→ **ACTION ITEM**
Verbatim copy without images: return all of the data as it stands.

→ **DATA SHOWN**

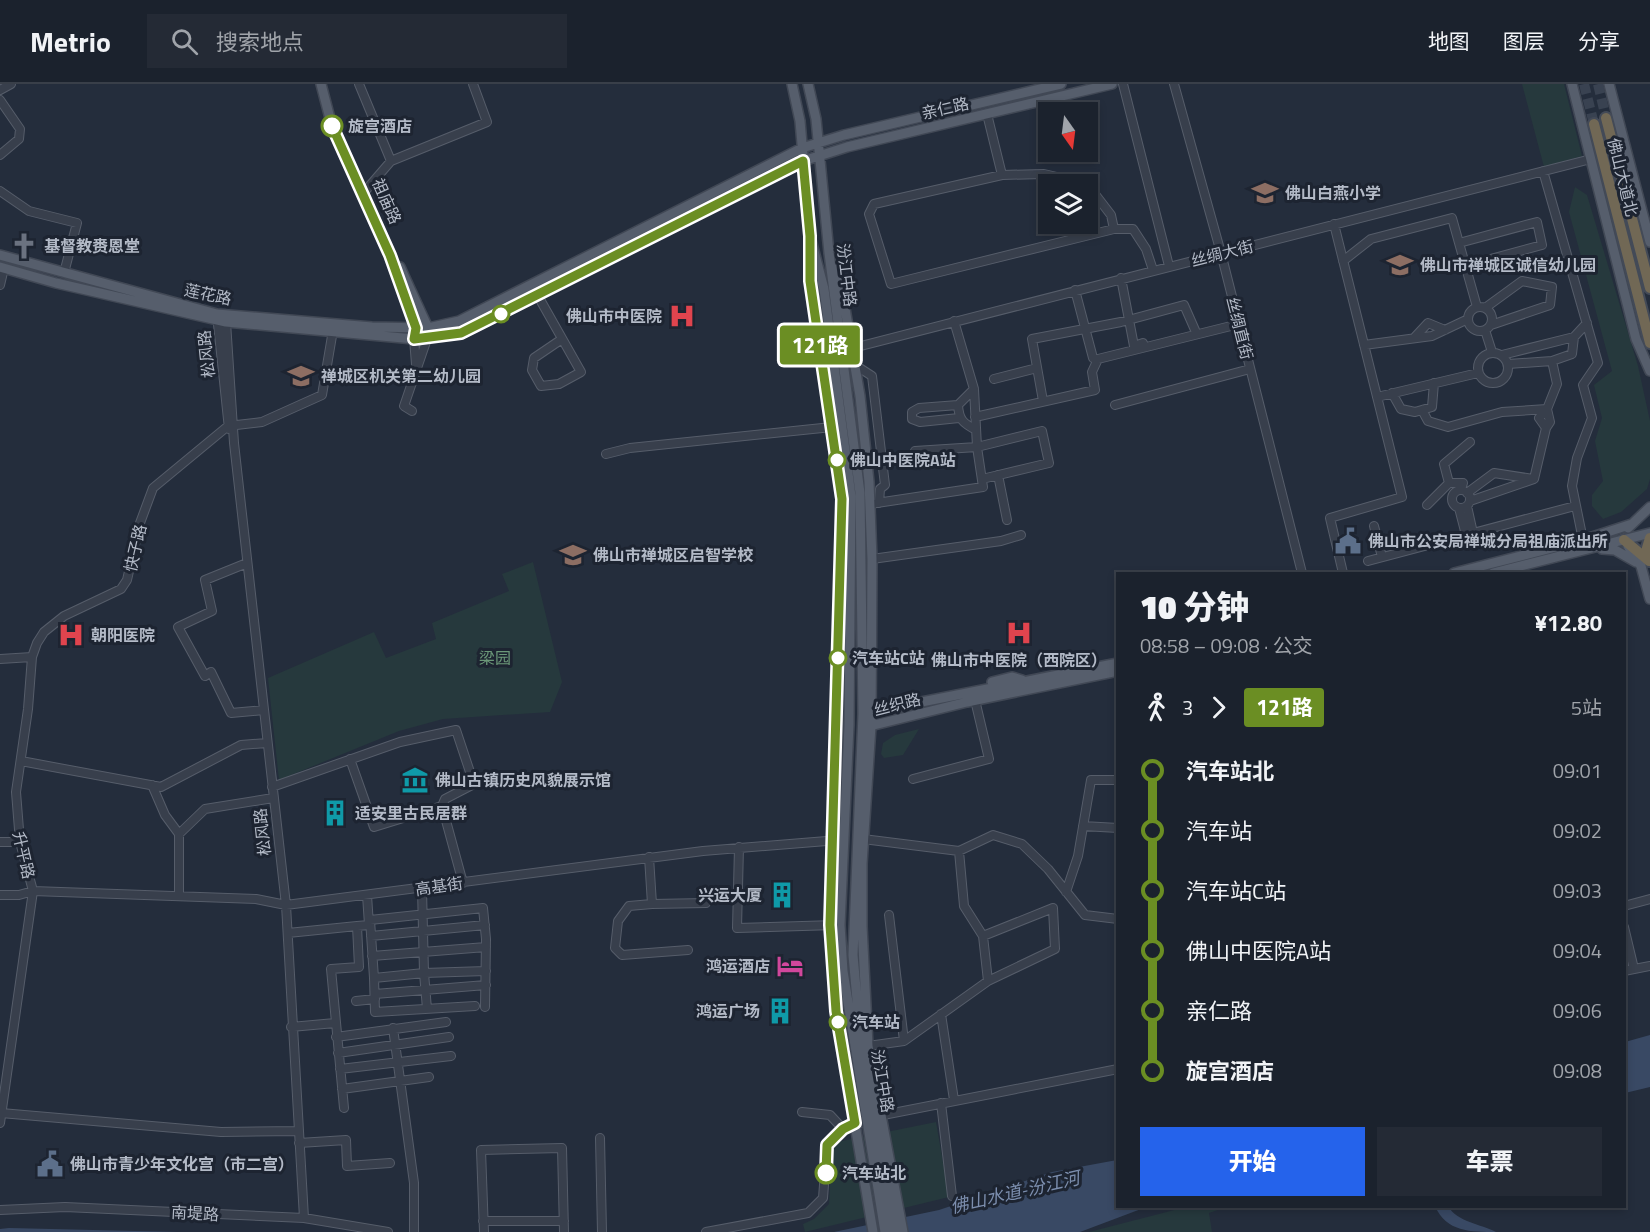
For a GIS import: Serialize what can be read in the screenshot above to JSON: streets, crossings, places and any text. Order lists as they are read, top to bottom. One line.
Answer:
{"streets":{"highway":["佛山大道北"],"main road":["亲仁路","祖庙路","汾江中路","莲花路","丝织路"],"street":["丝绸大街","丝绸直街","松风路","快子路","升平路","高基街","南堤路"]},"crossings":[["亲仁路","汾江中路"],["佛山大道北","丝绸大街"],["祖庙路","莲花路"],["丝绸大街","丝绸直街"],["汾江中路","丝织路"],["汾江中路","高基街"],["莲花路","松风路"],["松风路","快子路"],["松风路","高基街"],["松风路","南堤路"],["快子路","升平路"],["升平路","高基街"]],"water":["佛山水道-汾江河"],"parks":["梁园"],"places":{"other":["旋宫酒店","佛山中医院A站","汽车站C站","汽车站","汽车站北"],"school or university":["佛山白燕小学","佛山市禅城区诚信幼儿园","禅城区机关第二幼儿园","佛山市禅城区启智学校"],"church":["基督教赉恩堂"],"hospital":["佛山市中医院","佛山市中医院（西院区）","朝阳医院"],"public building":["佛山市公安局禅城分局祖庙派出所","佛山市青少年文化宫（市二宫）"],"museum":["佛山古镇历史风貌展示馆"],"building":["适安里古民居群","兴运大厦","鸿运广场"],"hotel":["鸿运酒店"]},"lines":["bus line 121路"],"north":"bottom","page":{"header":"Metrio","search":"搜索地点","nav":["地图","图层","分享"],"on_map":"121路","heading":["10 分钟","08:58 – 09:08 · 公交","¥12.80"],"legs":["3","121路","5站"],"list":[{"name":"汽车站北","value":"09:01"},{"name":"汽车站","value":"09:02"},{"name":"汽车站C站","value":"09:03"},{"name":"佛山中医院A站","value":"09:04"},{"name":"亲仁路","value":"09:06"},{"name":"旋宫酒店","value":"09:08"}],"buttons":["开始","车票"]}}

→ **SOLUTION**
For a GIS import: Serialize what can be read in the screenshot above to JSON: streets, crossings, places and any text. Order lists as they are read, top to bottom. One line.
Answer:
{"streets":{"highway":["佛山大道北"],"main road":["亲仁路","祖庙路","汾江中路","莲花路","丝织路"],"street":["丝绸大街","丝绸直街","松风路","快子路","升平路","高基街","南堤路"]},"crossings":[["亲仁路","汾江中路"],["佛山大道北","丝绸大街"],["祖庙路","莲花路"],["丝绸大街","丝绸直街"],["汾江中路","丝织路"],["汾江中路","高基街"],["莲花路","松风路"],["松风路","快子路"],["松风路","高基街"],["松风路","南堤路"],["快子路","升平路"],["升平路","高基街"]],"water":["佛山水道-汾江河"],"parks":["梁园"],"places":{"other":["旋宫酒店","佛山中医院A站","汽车站C站","汽车站","汽车站北"],"school or university":["佛山白燕小学","佛山市禅城区诚信幼儿园","禅城区机关第二幼儿园","佛山市禅城区启智学校"],"church":["基督教赉恩堂"],"hospital":["佛山市中医院","佛山市中医院（西院区）","朝阳医院"],"public building":["佛山市公安局禅城分局祖庙派出所","佛山市青少年文化宫（市二宫）"],"museum":["佛山古镇历史风貌展示馆"],"building":["适安里古民居群","兴运大厦","鸿运广场"],"hotel":["鸿运酒店"]},"lines":["bus line 121路"],"north":"bottom","page":{"header":"Metrio","search":"搜索地点","nav":["地图","图层","分享"],"on_map":"121路","heading":["10 分钟","08:58 – 09:08 · 公交","¥12.80"],"legs":["3","121路","5站"],"list":[{"name":"汽车站北","value":"09:01"},{"name":"汽车站","value":"09:02"},{"name":"汽车站C站","value":"09:03"},{"name":"佛山中医院A站","value":"09:04"},{"name":"亲仁路","value":"09:06"},{"name":"旋宫酒店","value":"09:08"}],"buttons":["开始","车票"]}}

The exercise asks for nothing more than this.